[Material for this task]
-- Opening Marker --

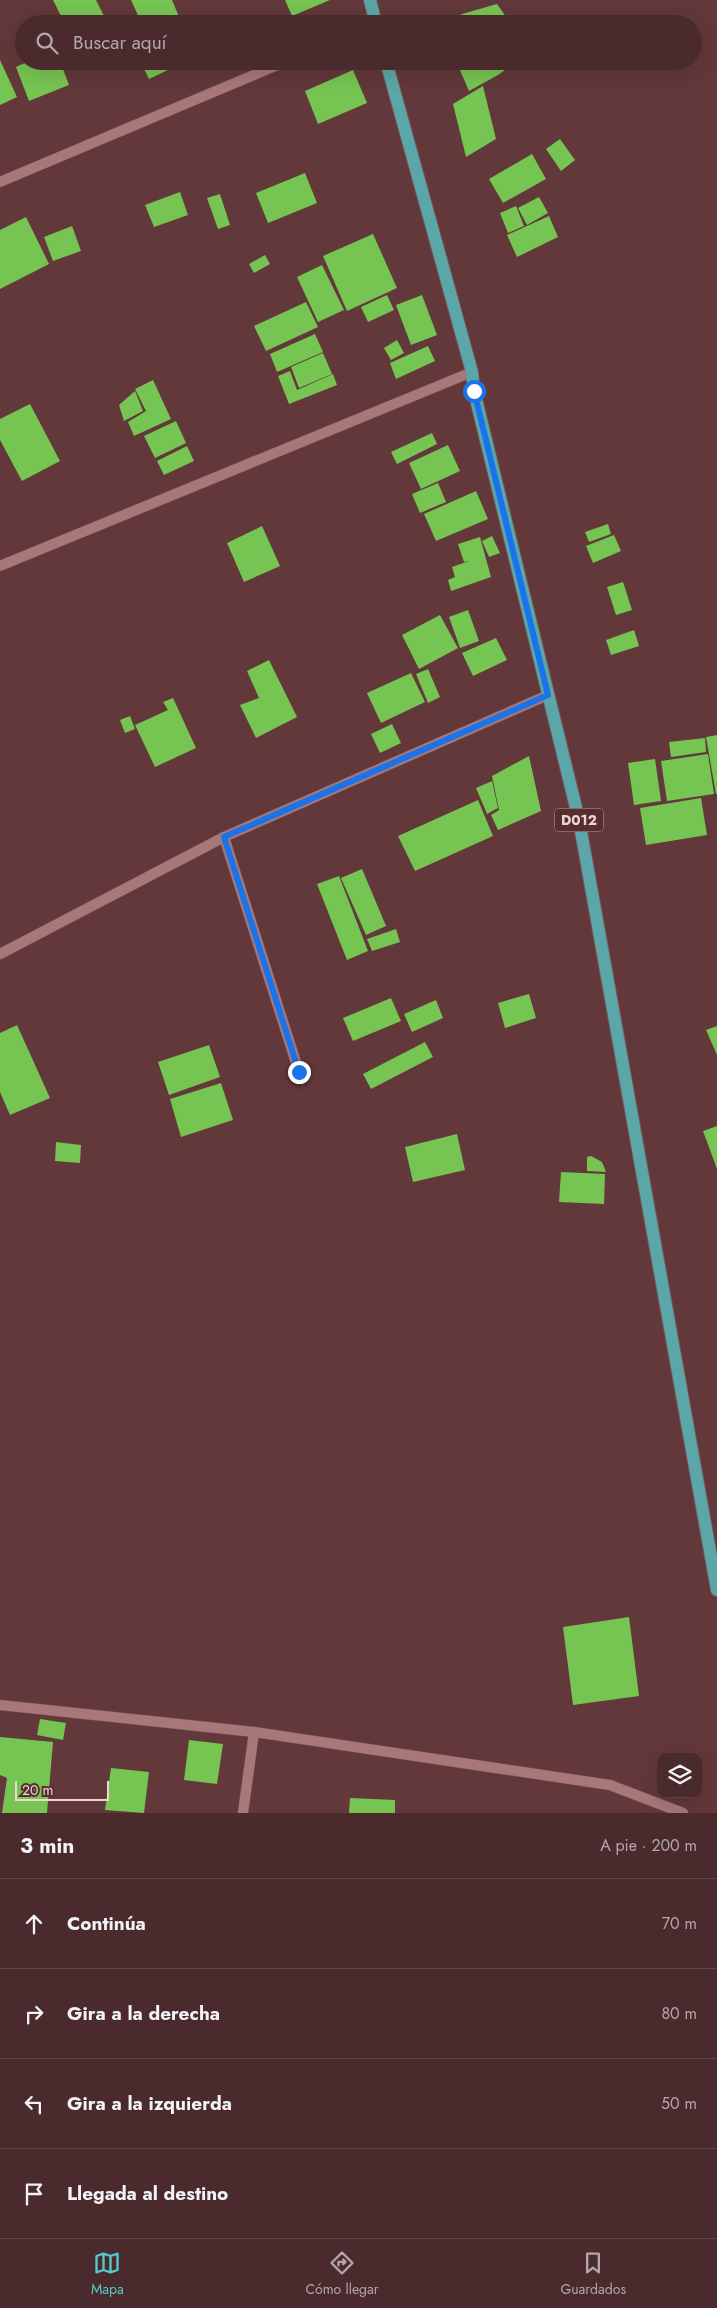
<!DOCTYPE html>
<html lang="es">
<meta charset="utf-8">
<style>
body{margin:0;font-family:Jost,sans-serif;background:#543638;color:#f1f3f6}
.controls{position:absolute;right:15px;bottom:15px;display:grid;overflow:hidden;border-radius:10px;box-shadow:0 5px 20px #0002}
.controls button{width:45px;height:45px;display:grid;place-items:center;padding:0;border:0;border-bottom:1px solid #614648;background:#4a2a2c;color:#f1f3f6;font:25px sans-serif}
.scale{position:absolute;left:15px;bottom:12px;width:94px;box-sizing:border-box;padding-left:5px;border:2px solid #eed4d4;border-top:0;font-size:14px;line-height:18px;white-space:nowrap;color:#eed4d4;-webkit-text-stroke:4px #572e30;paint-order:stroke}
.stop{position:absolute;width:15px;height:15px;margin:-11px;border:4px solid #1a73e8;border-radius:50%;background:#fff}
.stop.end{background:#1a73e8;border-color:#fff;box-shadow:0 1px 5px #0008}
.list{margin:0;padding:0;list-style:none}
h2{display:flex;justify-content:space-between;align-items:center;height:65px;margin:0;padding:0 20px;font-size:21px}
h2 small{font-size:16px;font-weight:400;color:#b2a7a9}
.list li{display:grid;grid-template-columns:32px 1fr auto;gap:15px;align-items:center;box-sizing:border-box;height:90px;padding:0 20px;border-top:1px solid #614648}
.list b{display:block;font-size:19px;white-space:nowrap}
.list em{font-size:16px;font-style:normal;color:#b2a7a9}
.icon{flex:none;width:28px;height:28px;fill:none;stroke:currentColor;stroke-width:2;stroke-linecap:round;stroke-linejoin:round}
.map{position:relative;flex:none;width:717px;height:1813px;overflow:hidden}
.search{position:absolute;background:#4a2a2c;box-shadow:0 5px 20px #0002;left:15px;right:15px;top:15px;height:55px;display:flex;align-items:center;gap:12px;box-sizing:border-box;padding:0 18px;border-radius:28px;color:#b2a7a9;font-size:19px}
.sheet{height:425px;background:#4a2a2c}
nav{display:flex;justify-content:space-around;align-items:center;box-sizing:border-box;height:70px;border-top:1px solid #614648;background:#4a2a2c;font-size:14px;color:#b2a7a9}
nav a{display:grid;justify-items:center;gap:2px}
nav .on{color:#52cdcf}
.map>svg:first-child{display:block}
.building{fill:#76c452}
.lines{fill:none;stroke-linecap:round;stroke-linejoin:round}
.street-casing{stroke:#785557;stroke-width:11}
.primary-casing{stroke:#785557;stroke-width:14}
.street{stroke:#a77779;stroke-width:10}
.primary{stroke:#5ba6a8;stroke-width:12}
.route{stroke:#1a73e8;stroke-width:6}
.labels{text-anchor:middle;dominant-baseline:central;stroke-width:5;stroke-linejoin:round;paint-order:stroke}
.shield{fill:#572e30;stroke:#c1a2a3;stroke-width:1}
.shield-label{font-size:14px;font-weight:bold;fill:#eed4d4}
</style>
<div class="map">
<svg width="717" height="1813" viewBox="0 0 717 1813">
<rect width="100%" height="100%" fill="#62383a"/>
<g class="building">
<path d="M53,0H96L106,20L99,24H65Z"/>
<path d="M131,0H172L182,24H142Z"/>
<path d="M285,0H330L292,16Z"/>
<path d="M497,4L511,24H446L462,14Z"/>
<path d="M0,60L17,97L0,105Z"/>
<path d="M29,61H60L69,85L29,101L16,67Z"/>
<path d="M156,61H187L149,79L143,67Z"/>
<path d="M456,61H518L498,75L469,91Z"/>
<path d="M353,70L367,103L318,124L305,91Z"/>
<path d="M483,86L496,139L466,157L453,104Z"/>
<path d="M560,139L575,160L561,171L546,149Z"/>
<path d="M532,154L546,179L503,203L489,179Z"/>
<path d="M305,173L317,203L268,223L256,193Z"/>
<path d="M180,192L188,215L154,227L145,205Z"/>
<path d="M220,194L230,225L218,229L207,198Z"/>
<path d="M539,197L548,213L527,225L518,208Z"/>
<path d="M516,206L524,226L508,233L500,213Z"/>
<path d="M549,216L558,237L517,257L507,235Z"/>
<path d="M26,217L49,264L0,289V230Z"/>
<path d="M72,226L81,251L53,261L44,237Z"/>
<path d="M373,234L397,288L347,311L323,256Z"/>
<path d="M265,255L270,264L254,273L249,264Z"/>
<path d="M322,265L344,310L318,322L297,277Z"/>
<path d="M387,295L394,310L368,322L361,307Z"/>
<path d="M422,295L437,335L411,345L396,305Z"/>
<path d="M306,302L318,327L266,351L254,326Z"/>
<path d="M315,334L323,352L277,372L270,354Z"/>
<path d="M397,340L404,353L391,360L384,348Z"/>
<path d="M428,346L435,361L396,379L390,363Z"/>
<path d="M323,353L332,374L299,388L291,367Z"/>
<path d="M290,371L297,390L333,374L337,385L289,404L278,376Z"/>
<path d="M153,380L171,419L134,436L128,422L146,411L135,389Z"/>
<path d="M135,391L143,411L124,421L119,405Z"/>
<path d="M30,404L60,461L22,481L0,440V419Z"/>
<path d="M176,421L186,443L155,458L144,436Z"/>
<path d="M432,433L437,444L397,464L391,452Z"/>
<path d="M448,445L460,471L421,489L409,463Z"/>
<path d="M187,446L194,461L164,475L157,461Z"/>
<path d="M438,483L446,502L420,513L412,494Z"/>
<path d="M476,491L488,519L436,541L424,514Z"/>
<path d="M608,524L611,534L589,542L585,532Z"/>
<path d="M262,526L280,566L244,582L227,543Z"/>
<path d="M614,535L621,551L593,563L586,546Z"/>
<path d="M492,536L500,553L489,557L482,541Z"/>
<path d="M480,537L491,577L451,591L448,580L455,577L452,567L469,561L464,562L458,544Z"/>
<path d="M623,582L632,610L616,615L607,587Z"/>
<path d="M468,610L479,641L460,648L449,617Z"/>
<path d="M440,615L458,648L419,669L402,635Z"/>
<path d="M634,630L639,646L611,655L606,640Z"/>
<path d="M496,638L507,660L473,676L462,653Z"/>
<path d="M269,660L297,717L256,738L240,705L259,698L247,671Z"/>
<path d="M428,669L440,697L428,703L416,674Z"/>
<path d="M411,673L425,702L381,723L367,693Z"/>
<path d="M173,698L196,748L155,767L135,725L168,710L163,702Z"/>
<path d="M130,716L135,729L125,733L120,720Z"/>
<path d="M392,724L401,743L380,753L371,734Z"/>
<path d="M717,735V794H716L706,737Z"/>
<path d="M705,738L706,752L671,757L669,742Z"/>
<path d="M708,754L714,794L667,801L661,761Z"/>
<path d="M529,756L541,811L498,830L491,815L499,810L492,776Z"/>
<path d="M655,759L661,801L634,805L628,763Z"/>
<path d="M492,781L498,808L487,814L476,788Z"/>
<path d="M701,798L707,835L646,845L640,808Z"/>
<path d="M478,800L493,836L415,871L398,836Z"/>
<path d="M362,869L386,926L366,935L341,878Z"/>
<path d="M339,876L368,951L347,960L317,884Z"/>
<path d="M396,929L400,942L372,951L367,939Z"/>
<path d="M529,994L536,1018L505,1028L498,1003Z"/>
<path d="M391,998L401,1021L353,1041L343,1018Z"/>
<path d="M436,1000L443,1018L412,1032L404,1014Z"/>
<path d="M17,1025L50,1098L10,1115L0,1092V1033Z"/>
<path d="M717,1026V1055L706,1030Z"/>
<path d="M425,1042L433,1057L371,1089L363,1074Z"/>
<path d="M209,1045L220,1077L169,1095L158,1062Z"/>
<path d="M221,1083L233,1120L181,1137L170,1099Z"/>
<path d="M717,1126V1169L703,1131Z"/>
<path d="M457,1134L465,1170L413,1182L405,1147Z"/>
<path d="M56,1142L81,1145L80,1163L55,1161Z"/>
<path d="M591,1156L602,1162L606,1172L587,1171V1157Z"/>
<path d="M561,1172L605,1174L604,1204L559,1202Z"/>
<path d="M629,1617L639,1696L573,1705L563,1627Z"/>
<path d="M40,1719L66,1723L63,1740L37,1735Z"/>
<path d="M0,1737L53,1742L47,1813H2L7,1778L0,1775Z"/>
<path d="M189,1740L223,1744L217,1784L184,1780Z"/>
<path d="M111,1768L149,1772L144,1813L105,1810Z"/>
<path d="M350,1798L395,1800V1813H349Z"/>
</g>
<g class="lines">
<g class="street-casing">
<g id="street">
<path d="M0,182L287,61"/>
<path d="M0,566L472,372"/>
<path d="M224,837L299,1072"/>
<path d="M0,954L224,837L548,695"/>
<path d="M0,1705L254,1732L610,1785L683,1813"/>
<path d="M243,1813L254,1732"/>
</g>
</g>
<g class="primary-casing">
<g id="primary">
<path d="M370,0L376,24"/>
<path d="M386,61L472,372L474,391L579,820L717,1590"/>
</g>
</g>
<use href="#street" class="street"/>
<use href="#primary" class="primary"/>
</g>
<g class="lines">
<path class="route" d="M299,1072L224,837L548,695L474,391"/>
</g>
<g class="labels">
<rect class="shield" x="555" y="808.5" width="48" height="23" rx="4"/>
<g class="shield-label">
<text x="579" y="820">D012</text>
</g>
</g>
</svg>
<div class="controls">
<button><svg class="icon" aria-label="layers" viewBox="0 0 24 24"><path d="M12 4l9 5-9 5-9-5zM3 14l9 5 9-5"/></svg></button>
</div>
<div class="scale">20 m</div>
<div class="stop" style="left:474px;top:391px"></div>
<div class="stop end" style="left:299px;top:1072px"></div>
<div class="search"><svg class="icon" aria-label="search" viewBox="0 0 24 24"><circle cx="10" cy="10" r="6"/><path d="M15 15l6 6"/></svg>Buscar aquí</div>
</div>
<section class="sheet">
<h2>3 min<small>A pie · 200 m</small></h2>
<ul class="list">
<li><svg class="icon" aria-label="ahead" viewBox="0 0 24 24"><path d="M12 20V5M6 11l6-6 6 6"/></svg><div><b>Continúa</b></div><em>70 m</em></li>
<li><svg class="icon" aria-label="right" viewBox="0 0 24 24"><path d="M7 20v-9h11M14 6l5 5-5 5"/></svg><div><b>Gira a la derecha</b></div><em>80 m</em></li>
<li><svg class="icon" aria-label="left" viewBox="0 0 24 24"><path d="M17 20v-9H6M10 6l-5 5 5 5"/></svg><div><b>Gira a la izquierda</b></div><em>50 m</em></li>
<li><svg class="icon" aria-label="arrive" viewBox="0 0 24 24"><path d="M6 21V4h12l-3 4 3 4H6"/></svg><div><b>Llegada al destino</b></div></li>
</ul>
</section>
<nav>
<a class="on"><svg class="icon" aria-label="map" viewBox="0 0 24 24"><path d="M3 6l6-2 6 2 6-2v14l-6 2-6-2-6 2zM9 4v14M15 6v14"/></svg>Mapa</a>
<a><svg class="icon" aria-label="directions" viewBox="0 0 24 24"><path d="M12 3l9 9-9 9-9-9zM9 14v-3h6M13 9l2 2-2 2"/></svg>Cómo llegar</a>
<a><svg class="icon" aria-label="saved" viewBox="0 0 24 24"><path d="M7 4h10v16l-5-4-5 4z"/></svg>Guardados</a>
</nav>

-- Closing Marker --
-- Opening Marker --

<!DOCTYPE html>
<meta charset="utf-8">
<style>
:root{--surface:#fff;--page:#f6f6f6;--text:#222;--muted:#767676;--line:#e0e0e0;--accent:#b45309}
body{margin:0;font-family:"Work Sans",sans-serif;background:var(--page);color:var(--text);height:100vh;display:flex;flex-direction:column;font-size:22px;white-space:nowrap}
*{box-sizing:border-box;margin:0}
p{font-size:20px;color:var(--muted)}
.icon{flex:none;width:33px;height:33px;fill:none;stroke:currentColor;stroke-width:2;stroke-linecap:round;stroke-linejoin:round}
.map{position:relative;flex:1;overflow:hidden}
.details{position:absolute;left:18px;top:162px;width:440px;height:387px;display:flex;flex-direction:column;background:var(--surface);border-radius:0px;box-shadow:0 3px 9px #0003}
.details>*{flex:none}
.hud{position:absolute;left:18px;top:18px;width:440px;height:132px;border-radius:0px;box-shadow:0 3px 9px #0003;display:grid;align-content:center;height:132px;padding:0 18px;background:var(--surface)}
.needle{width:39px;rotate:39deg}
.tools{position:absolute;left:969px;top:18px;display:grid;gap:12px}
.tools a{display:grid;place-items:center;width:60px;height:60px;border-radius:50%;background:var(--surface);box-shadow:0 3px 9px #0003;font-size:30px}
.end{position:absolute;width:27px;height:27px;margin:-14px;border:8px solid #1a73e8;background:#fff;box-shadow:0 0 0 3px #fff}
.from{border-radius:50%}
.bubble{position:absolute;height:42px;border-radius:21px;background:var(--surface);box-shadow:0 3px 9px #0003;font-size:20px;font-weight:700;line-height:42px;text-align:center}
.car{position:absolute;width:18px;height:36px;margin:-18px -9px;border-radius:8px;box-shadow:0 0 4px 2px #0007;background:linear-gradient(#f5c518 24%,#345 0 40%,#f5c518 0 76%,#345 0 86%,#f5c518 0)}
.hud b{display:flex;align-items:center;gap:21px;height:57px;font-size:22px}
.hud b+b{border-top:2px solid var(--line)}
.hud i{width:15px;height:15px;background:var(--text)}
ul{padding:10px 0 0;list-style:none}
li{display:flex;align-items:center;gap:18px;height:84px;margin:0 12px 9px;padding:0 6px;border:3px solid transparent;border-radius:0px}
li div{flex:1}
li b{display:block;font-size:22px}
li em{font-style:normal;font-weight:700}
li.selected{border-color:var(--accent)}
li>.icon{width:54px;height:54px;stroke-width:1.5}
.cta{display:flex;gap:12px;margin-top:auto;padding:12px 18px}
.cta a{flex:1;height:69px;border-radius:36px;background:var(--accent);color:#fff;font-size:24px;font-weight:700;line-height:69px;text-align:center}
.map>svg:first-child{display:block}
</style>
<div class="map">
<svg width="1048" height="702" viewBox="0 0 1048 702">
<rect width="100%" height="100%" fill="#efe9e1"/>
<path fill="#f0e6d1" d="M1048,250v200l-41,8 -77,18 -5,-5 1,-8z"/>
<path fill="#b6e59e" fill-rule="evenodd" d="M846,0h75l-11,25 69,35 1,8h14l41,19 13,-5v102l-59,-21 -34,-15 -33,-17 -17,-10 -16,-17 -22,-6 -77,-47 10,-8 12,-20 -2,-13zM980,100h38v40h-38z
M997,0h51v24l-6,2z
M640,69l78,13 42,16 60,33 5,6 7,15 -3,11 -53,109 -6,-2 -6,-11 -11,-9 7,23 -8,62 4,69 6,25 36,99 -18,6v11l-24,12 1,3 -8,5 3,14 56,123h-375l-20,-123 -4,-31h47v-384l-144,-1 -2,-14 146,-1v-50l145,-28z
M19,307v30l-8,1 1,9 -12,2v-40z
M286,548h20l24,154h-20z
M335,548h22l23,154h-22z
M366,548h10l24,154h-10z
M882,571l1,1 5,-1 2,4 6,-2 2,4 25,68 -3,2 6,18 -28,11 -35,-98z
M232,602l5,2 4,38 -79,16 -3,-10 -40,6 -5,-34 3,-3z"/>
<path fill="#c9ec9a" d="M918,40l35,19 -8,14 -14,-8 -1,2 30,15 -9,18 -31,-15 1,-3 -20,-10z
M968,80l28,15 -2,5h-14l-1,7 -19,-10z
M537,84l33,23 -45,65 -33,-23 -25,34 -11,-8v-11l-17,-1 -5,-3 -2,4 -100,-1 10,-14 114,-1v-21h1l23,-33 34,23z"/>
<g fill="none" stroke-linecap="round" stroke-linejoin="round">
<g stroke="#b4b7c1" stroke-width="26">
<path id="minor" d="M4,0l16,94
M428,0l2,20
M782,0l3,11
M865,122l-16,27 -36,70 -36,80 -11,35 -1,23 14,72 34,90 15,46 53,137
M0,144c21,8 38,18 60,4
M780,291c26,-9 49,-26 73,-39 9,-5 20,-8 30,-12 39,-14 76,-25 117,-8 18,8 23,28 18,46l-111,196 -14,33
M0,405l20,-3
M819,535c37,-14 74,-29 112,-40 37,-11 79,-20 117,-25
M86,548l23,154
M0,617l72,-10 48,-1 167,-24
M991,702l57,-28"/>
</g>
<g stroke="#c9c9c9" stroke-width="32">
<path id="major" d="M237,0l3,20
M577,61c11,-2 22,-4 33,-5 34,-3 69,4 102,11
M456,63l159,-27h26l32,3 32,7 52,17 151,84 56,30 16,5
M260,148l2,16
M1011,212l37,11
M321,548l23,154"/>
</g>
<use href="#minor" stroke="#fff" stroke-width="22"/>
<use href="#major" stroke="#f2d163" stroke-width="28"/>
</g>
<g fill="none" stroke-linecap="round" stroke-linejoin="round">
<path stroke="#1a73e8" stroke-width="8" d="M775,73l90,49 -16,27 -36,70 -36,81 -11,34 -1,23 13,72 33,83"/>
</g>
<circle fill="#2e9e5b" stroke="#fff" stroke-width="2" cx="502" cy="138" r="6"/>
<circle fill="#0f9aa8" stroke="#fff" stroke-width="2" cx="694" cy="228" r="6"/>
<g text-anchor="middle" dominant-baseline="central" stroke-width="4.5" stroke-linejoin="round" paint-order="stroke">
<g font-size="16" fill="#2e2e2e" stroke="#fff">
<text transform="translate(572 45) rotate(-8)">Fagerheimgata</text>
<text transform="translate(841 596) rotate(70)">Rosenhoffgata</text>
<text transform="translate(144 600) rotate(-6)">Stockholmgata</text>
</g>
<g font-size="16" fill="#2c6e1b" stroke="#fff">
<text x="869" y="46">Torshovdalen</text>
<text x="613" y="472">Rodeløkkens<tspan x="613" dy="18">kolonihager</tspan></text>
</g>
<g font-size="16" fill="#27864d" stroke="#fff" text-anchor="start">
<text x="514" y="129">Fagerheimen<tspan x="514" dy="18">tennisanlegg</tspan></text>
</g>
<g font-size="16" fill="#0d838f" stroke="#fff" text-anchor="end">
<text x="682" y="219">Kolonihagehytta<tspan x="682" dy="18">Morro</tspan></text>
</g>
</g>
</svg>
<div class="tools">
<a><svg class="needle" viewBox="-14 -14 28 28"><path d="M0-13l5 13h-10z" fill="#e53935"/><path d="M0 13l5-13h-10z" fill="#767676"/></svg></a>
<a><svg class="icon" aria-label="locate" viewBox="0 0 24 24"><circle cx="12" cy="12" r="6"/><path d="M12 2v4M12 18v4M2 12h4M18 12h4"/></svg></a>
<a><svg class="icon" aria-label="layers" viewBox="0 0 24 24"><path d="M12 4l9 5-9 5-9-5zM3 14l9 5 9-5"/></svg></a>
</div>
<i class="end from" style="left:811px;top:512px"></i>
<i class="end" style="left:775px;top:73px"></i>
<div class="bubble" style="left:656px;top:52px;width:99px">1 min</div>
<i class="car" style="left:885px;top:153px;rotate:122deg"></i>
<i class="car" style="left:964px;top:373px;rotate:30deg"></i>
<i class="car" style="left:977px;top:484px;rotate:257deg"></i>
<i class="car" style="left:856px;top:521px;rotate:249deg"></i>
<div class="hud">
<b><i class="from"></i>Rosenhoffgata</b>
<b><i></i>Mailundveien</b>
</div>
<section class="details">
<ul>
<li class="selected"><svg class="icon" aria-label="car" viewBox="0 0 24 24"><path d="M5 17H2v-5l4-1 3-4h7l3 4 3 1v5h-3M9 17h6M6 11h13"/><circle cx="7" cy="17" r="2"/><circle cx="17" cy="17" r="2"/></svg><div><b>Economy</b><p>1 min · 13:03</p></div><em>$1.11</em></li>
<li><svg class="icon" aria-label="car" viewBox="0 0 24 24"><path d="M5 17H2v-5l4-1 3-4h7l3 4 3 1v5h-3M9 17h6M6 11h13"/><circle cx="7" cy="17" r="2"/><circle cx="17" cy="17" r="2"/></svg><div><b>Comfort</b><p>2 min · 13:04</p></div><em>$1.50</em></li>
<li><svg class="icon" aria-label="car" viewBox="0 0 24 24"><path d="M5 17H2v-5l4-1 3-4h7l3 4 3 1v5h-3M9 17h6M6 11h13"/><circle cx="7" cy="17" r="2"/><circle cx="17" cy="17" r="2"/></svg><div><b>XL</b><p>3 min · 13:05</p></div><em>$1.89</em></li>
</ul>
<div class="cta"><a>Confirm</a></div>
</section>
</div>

-- Closing Marker --

[Work instruction]
Check each line of the data for "scale". Copy the lines where it turns up.

[Completed task]
.scale{position:absolute;left:15px;bottom:12px;width:94px;box-sizing:border-box;padding-left:5px;border:2px solid #eed4d4;border-top:0;font-size:14px;line-height:18px;white-space:nowrap;color:#eed4d4;-webkit-text-stroke:4px #572e30;paint-order:stroke}
<div class="scale">20 m</div>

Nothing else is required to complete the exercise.